Back view of a man lawyer dressed in suit is resting after his a failed court hearing

Agile methods show great promise, delivering business value in environments where traditional (waterfall) models struggle.  Despite a growing number of success stories, many projects can still be classified as failing or, at the very least, challenged.  Over the years I’ve observed many teams with varying degrees of success.  Of those most successful, I found a few common traits stemming from a fresh mindset both organizationally and individually.

Work Sustain-ably

Work-life balance continues to be a hot button topic in the workplace.  While there’s no magical number of hours in a work week, there should be a consistent flow without major peaks and valleys.  Team commitments are an integral part of maintaining sustainability. A few simple questions are helpful in gauging the health of team commitments:

  • Is the team properly estimating story development and work efforts?
  • Is the commitment made at planning reasonable for the duration of the iteration?
  • Does the team habitually carry over stories or play loose with done criteria?

Another key component is having the right tool set.  While the Agile Manifesto calls for us to favor individuals and interactions over processes and tools, that doesn’t mean we can forsake the latter.  For example, if your defect tracking tool is a spreadsheet that is perpetually locked by other team members and you’re tripping over one another, it’s not sustainable.  Make sure your collaboration tools, your build process, and other tools that support the team are working for you and not against you.

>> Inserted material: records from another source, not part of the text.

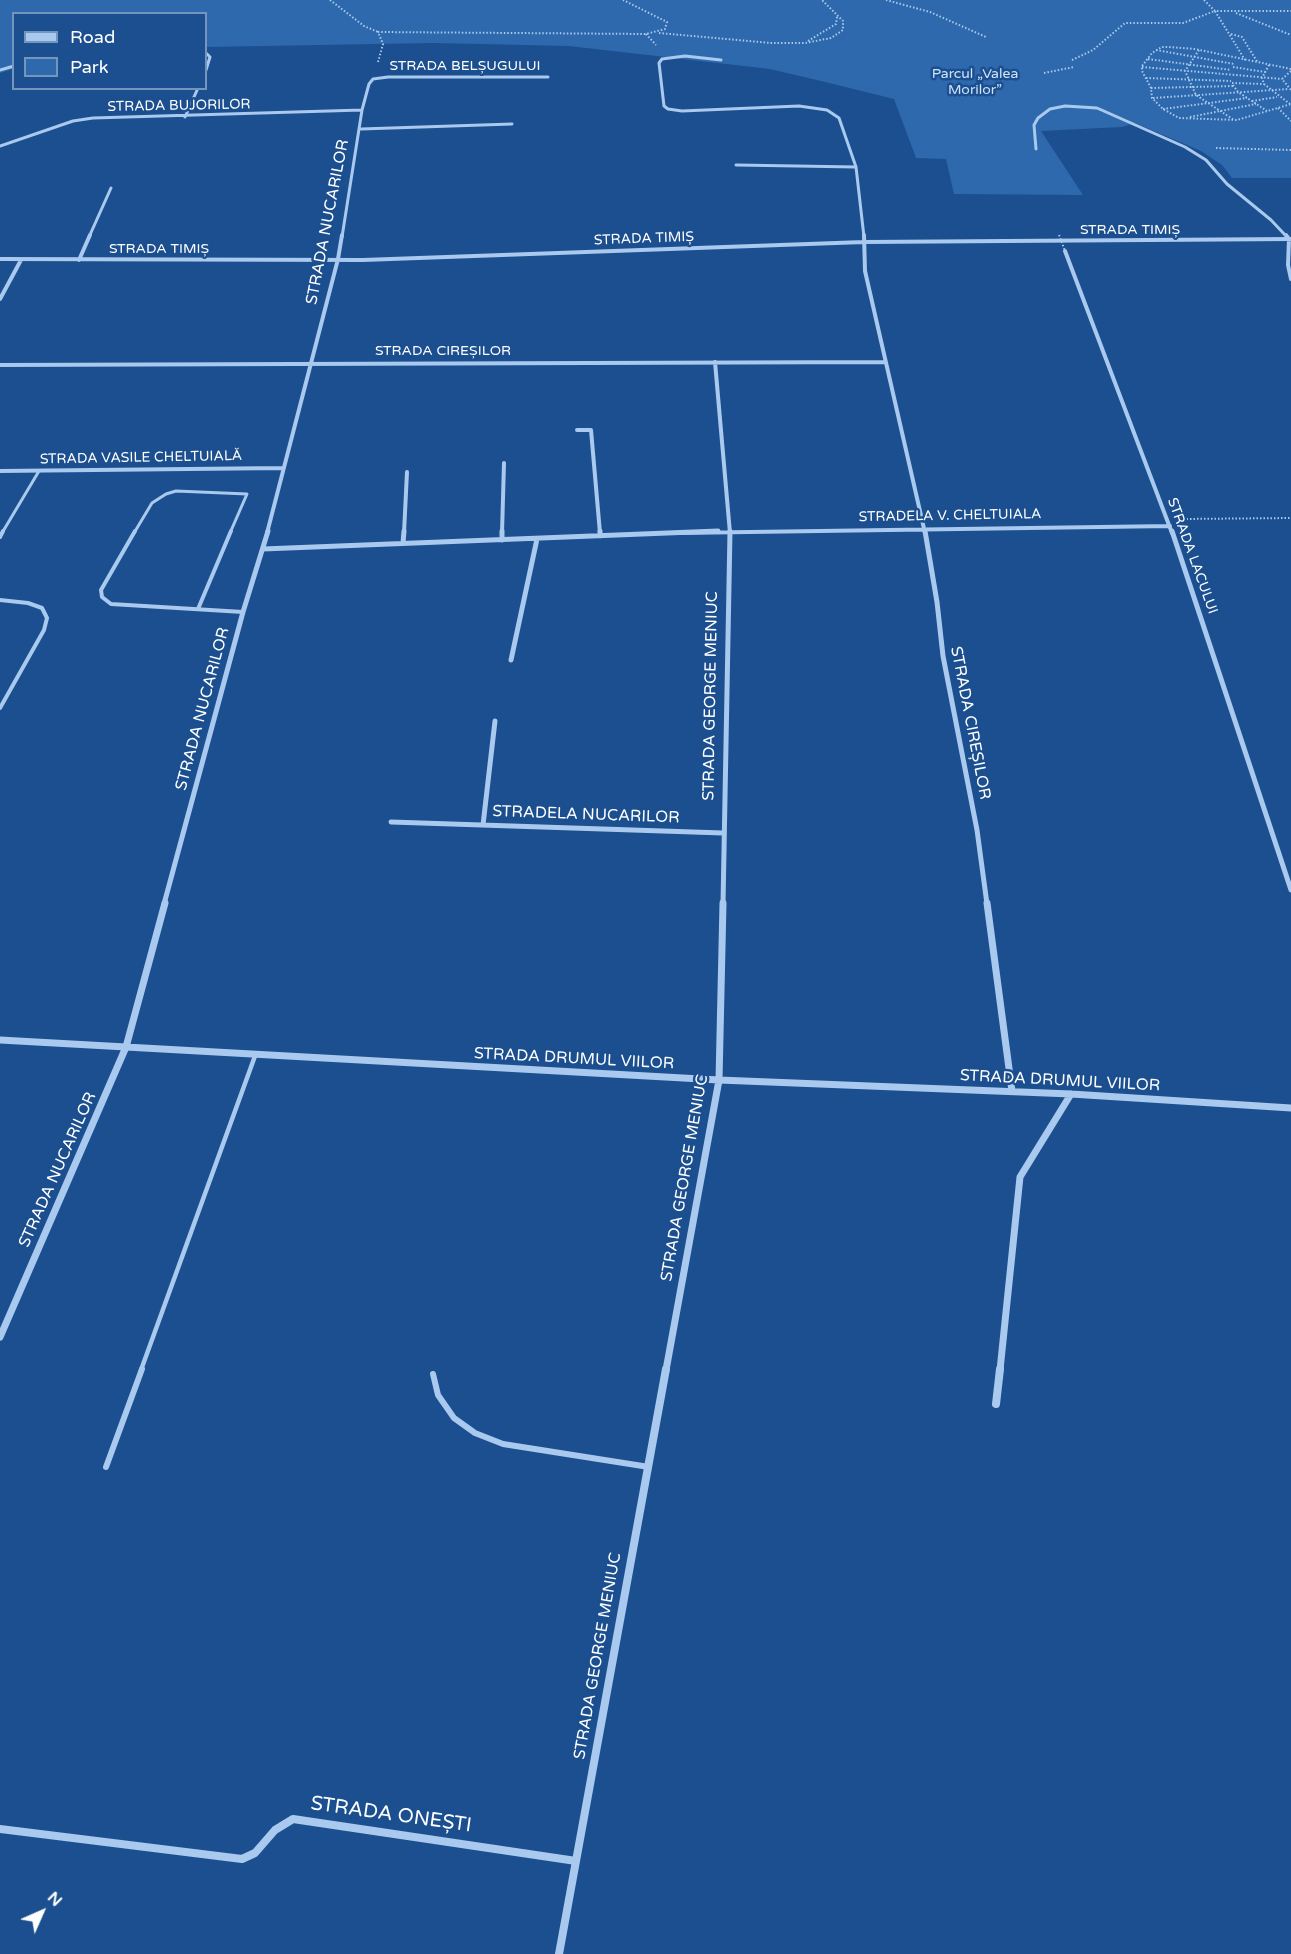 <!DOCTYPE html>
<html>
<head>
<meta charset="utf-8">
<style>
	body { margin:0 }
	#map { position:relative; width:1291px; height:1954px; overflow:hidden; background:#1b4f8f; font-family:"Varela Round",sans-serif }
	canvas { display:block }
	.legend { position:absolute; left:12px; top:12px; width:195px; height:78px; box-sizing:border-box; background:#1b4f8f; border:2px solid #7695bc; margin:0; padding:8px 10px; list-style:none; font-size:18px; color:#fff }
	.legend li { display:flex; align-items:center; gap:12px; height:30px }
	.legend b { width:30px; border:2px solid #7695bc }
	.north { position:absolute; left:12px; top:1882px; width:60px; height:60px; -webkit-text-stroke:4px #1b4f8f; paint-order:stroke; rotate:45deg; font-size:16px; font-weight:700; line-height:24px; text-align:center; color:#fff }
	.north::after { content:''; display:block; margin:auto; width:21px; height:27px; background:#fff; clip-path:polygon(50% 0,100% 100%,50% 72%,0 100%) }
</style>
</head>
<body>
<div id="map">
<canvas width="1291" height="1954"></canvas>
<ul class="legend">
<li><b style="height:8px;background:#a9c9ee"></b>Road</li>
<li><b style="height:16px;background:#2e69ad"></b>Park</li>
</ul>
<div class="north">N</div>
</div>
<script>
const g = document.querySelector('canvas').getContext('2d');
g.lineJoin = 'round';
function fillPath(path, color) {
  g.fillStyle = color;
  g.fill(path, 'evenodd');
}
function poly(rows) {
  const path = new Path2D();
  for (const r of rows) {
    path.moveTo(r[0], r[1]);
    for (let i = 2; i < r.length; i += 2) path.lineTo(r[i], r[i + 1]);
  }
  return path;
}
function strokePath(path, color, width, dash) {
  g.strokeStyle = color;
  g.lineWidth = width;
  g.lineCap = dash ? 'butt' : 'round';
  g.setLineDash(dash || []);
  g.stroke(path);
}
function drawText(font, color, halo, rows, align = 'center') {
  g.font = font + ' "Varela Round",sans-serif';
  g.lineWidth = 5;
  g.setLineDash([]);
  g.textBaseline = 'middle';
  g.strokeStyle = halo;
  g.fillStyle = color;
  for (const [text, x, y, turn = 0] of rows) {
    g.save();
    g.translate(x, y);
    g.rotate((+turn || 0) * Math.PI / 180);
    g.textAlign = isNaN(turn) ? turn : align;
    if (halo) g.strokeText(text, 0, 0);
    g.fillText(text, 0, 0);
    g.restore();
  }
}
fillPath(poly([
	[0,0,1291,0,1291,178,1232,178,1222,165,1201,151,1135,123,1122,127,1041,131,1083,195,954,194,946,159,916,158,894,99,821,81,770,69,569,46,434,43,206,47,206,14,14,14,13,69,0,73]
]), '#2e69ad');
strokePath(poly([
	[330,0,364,26,378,32],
	[886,0,930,12,986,37],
	[1204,0,1215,11,1291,11],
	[1236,13,1291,35],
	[659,33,771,43,805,43,831,38,843,30,843,21,822,0],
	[646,34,656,45],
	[1231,34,1242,37,1258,63],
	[808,41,836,24,837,17],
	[1156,50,1234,64],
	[1199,50,1185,71,1196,95,1234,120],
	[1148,59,1231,70],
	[1072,60,1093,50,1125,23,1183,23,1215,11,1245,60],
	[378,62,383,44,378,32,646,34,665,29,667,22,623,0],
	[1269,65,1262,78,1264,84,1290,104],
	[1142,67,1282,79],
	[1233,67,1265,72],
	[1291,69,1195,49,1169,47,1162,47,1152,53,1142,66,1142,71,1151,88,1152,98,1163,109,1179,118,1237,120,1291,104],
	[1291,71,1282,79,1291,90],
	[1044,73,1074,67],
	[1146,78,1231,81],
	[1232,83,1264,84],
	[1233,85,1238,92,1267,111],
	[1151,88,1234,86],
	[1153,98,1289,89],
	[1252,101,1277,97],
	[1278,108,1291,121],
	[1163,109,1247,98],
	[1190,117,1256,104],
	[1216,148,1291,150],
	[1183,519,1291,518]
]), '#a9c9ee', 2, [1.5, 2]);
strokePath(poly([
	[2,533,39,471],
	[134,533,152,503,166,494,176,491,247,494,230,533]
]), '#a9c9ee', 3);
strokePath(poly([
	[135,531,101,590,102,597,111,604,243,612],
	[0,537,3,531],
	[0,600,28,603,42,608,47,618,44,630,0,708],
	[198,609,231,531]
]), '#a9c9ee', 4);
strokePath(poly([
	[141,1370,255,1056]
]), '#a9c9ee', 4.5);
strokePath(poly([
	[433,1374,438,1395,454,1418,475,1433,503,1444,649,1467],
	[106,1467,142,1369]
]), '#a9c9ee', 6);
strokePath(poly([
	[206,53,210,57,206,70],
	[721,60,685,56,662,59,659,63,664,106,668,109,682,111,799,106,827,110,839,118,856,167,864,237],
	[0,70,14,66],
	[185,117,198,88],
	[361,129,512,124],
	[0,146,73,121,93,118,362,110],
	[1036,149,1034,125,1038,118,1050,109,1065,106,1097,108,1185,147,1206,160,1227,184,1271,220,1287,237],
	[736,165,856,167],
	[89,237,111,188],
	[342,237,362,110,369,84,373,79,388,77,548,77]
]), '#a9c9ee', 3);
strokePath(poly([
	[864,235,865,271,925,533],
	[1286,235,1289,239,1288,265,1291,279],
	[1065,251,1172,533],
	[0,259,363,260,864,242,1291,239],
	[79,260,90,235],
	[0,299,21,260],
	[715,362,730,533],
	[0,365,886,362],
	[577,430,591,430,600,533],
	[0,471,283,468],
	[267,533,338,259,342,235],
	[404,533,407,472],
	[502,533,504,463],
	[679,533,1170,526]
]), '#a9c9ee', 4);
strokePath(poly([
	[600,531,600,536],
	[925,531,937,602,943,656,977,830,987,904],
	[1172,531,1291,890],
	[502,540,502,531],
	[403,543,404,531],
	[263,549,718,531],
	[511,660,537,539],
	[391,822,723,833],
	[483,825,495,721],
	[164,904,243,612,268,531],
	[723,904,730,531]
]), '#a9c9ee', 5);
strokePath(poly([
	[987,903,1012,1091],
	[0,1040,719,1080,1071,1094,1291,1108],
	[0,1337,126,1047,165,903],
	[666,1370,719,1080,723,903],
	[1000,1370,1020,1177,1071,1094]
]), '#a9c9ee', 7);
strokePath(poly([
	[996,1404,1000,1369],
	[0,1829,242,1859,255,1853,275,1830,293,1819,576,1861],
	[559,1954,666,1369]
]), '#a9c9ee', 8);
strokePath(poly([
	[1059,235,1065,251]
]), '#a9c9ee', 2, [1.5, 2]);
drawText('14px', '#fff', '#1b4f8f', [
	["STRADA BELȘUGULUI",465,66],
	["STRADA BUJORILOR",179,106,-1],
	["STRADA TIMIȘ",1130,230],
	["STRADA TIMIȘ",644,239,-2],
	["STRADA TIMIȘ",159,249],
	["STRADA CIREȘILOR",443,351],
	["STRADA VASILE CHELTUIALĂ",141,458,-1],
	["STRADELA V. CHELTUIALA",950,516,-1],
	["STRADA LACULUI",1192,556,70]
]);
drawText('14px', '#cfe3fa', '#1b4f8f', [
	["Parcul „Valea",975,74],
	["Morilor”",975,90]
]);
drawText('16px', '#fff', '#1b4f8f', [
	["STRADA NUCARILOR",328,222,-79],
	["STRADA GEORGE MENIUC",711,696,-89],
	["STRADA NUCARILOR",203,709,-75],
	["STRADA CIREȘILOR",970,723,79],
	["STRADELA NUCARILOR",586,815,2],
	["STRADA DRUMUL VIILOR",574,1059,3],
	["STRADA DRUMUL VIILOR",1060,1081,3],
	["STRADA NUCARILOR",58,1170,-66],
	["STRADA GEORGE MENIUC",685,1178,-80],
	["STRADA GEORGE MENIUC",598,1656,-80]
]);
drawText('20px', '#fff', '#1b4f8f', [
	["STRADA ONEȘTI",391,1815,8]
]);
</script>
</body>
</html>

Be the Keeper of the Flame

In its early days, agile had a sort of religious movement vibe (some may have even called it heresy).  Teams that are thriving with agile have preserved this zeal and constantly strive to gain a better understanding of the “why” behind the things they do.  So many of the practices are inter-related and the strength comes from the way these practices reinforce one another.  If somebody proposes cutting a corner or layering on additional steps, the team needs to take a hard look at what problem these changes are trying to solve.  How will adding or removing these steps affect our work?  Does the benefit outweigh any downside? Stay true to the agile principles.

Know the Boundaries

Very few organizations are pure agile from top to bottom and side to side.  Business processes that feed into the teams’ backlog may not operate in an agile fashion.  Regulatory requirements may force ceremonies and artifacts on the team that “aren’t part of agile”.  Production and operations teams may not be prepared for the continuous flow coming out of an agile team.  The teams that thrive are those that can recognize  the boundaries, work to tear them down when possible, where to align, and when to re-adjust all while setting clear expectations along the way.

Putting it into Practice

It’s been said countless times before and it bears repeating: agile is not a silver bullet.  Sometimes external forces knock us off our game and threaten the sustainability of our team’s cadence.  It’s easy to lose sight of the “why” or stumble over the boundaries with other teams and other projects.  The best teams, the ones that are thriving, are the ones that get intentional about how they go about their work.  They recognize and overcome these challenges to deliver real value for their stakeholders and derive great satisfaction from the work they do.

From my experience, the successful teams evolve to a sustainable pace; they stay true to their principles while navigating the boundaries of their organization. As a result, these thriving teams are able to continually deliver true value.